This is the repository for the Manifold Airflow DAGs (Directed Acyclic Graphs, e.g., data processing workflows) and related jobs. These DAGs are expected to be run within an Airflow installation akin to the one built by our TUL Airflow Playbook (private repository).
This repository has 3 main groups of files:
- Airflow DAG definition python files (ending with
_dag.py
); - Airflow DAG tasks python files used by the above (starting with
task_
); - and required local development, test, deployment, and CI files (
tests
,configs
,.travis
, Pipfile, etc.).
The following are the Airflow expectations for the DAGs to successfully run:
Libraries & Packages
- Python Version and Packages: see the Pipfile
Airflow Variables
See variables.json
file
Airflow Connections
SOLRCLOUD
: An HTTP Connection used to connect to SolrCloud.AIRFLOW_S3
: An AWS (not S3 with latest Airflow upgrade) Connection used to manage AWS credentials (which we use to interact with our Airflow Data S3 Bucket).

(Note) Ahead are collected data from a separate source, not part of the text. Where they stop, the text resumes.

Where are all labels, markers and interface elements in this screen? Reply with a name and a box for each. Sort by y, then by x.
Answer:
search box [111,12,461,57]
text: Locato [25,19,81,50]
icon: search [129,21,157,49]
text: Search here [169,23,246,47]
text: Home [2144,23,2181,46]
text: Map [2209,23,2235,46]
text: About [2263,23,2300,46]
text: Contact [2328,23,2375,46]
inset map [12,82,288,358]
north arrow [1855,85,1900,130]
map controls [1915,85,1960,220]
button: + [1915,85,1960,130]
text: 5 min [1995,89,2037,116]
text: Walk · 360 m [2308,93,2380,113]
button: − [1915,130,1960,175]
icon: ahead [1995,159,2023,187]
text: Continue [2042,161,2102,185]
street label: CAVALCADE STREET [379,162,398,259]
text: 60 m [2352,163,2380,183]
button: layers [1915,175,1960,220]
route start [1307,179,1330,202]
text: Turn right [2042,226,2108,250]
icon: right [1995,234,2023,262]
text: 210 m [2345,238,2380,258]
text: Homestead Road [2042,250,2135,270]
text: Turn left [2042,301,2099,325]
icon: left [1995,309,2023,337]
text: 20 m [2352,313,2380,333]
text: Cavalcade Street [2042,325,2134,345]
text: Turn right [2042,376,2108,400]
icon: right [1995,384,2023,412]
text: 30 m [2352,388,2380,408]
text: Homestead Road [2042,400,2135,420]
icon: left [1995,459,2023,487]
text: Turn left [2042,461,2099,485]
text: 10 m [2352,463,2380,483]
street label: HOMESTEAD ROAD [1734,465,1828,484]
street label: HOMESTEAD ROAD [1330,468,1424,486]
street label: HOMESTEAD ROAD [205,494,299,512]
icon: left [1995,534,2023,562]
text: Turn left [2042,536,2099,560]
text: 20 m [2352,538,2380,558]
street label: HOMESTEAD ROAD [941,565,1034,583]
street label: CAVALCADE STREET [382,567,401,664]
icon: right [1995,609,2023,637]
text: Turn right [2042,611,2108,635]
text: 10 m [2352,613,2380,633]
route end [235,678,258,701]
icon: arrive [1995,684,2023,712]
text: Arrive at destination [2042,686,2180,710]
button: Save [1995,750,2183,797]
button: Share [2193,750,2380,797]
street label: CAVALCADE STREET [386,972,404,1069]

The following commands are available for local testing and development:
make up
: Sets up local airflow with these dags.make down
: Close the local setup.make reload
: Reload configurations for local setup.make tty-webserver
: Enter airflow webserver container instance.make tty-worker
: Enter airflow worker container instance.make tty-schedular
: Enter airflow schedular contain instance.